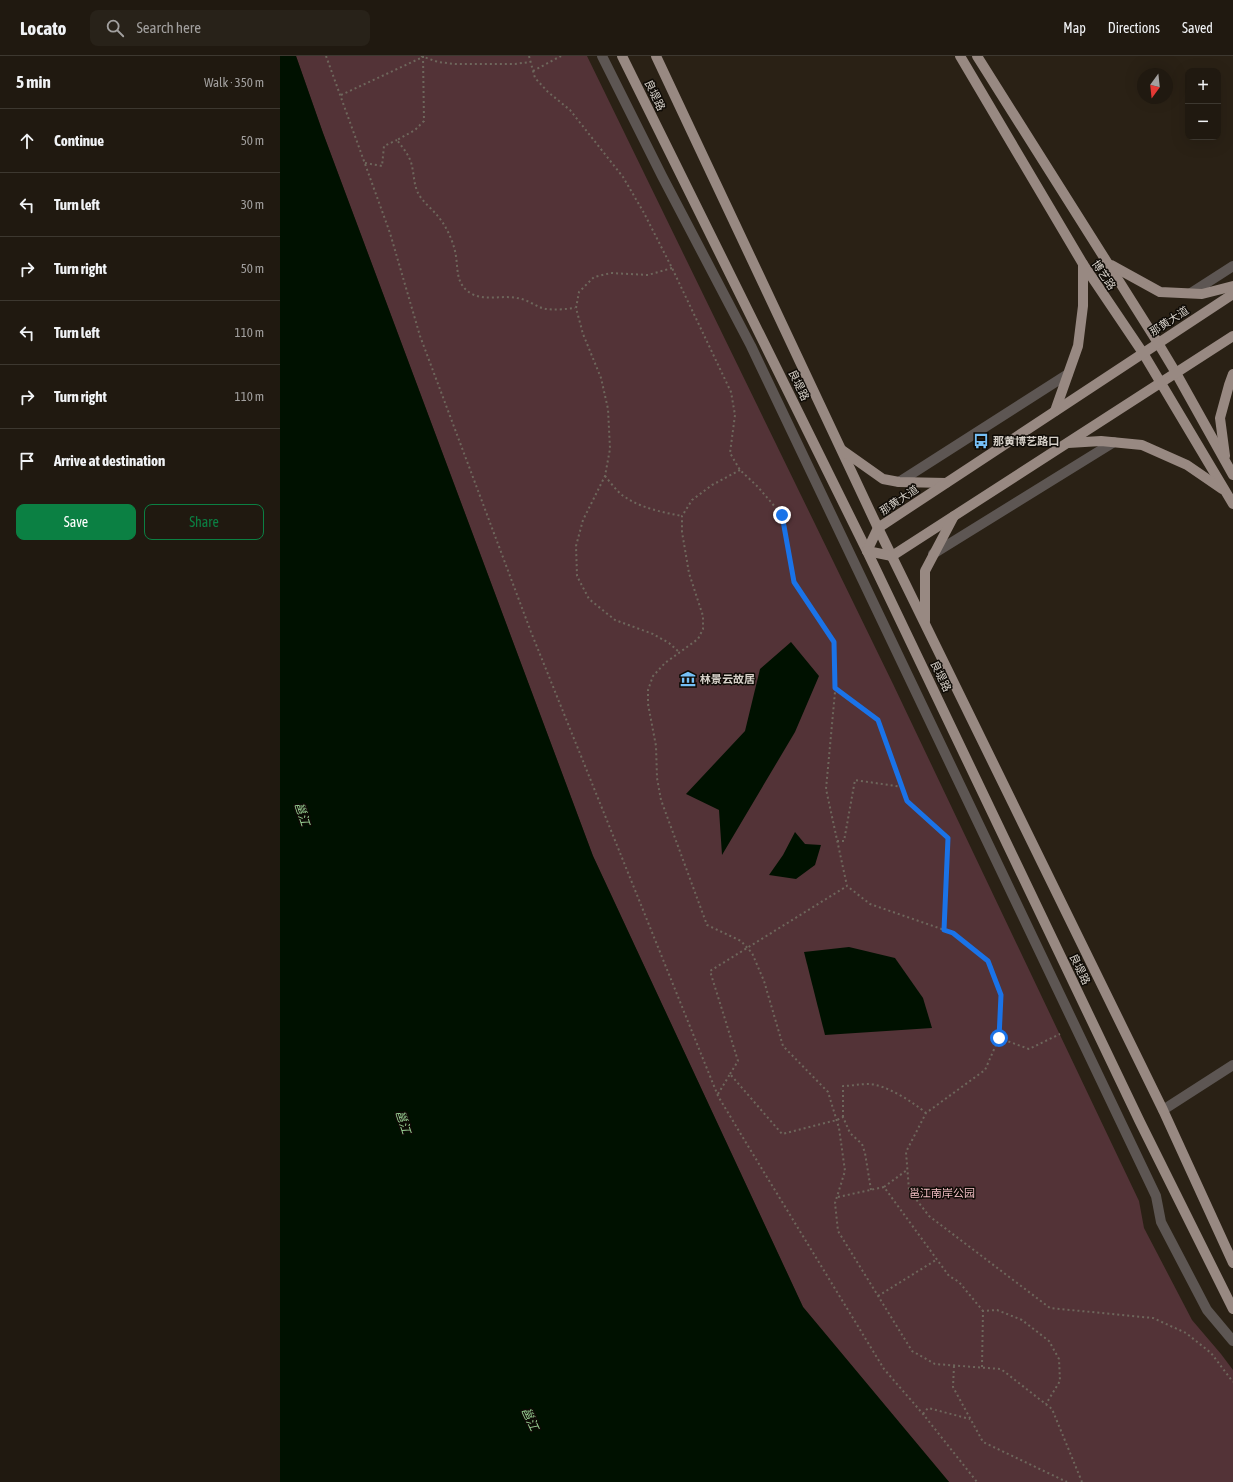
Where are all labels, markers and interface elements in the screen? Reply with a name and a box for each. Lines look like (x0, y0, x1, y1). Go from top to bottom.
search box (90, 10, 370, 46)
text: Locato (20, 17, 66, 39)
icon: search (104, 17, 126, 39)
text: Search here (136, 19, 201, 36)
text: Map (1063, 20, 1086, 36)
text: Directions (1108, 20, 1160, 36)
text: Saved (1182, 20, 1213, 36)
north arrow (1137, 68, 1173, 104)
map controls (1185, 68, 1221, 140)
button: + (1185, 68, 1221, 104)
text: 5 min (16, 72, 51, 92)
text: Walk · 350 m (204, 75, 264, 90)
street label: 良堤路 (642, 78, 668, 112)
button: − (1185, 104, 1221, 140)
icon: ahead (16, 130, 38, 152)
text: Continue (54, 132, 104, 149)
text: 50 m (241, 133, 264, 148)
icon: left (16, 194, 38, 216)
text: Turn left (54, 196, 100, 213)
text: 30 m (241, 197, 264, 212)
icon: right (16, 258, 38, 280)
street label: 博艺路 (1090, 258, 1118, 292)
text: Turn right (54, 260, 107, 277)
text: 50 m (241, 261, 264, 276)
street label: 那黄大道 (1147, 304, 1191, 338)
icon: left (16, 322, 38, 344)
text: Turn left (54, 324, 100, 341)
text: 110 m (235, 325, 264, 340)
street label: 良堤路 (786, 368, 812, 402)
icon: right (16, 386, 38, 408)
text: Turn right (54, 388, 107, 405)
text: 110 m (235, 389, 264, 404)
bus stop icon: 那黄博艺路口 (972, 432, 990, 450)
place label: 那黄博艺路口 (993, 435, 1059, 447)
icon: arrive (16, 450, 38, 472)
text: Arrive at destination (54, 452, 165, 469)
street label: 那黄大道 (877, 483, 921, 517)
button: Save (16, 504, 136, 540)
button: Share (144, 504, 264, 540)
route end (773, 506, 791, 524)
street label: 良堤路 (928, 659, 954, 693)
museum icon: 林景云故居 (679, 670, 697, 688)
place label: 林景云故居 (700, 673, 755, 685)
water label: 邕江 (292, 800, 313, 829)
street label: 良堤路 (1067, 952, 1093, 986)
route start (990, 1029, 1008, 1047)
water label: 邕江 (393, 1108, 414, 1137)
park label: 邕江南岸公园 (909, 1187, 975, 1199)
water label: 邕江 (519, 1405, 542, 1435)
※
• [EXERCISE GOAL]:
Above are entries; state the number of lines among them that contain "Turn", and nothing else.

• [SOLUTION TO THIS TASK]:
4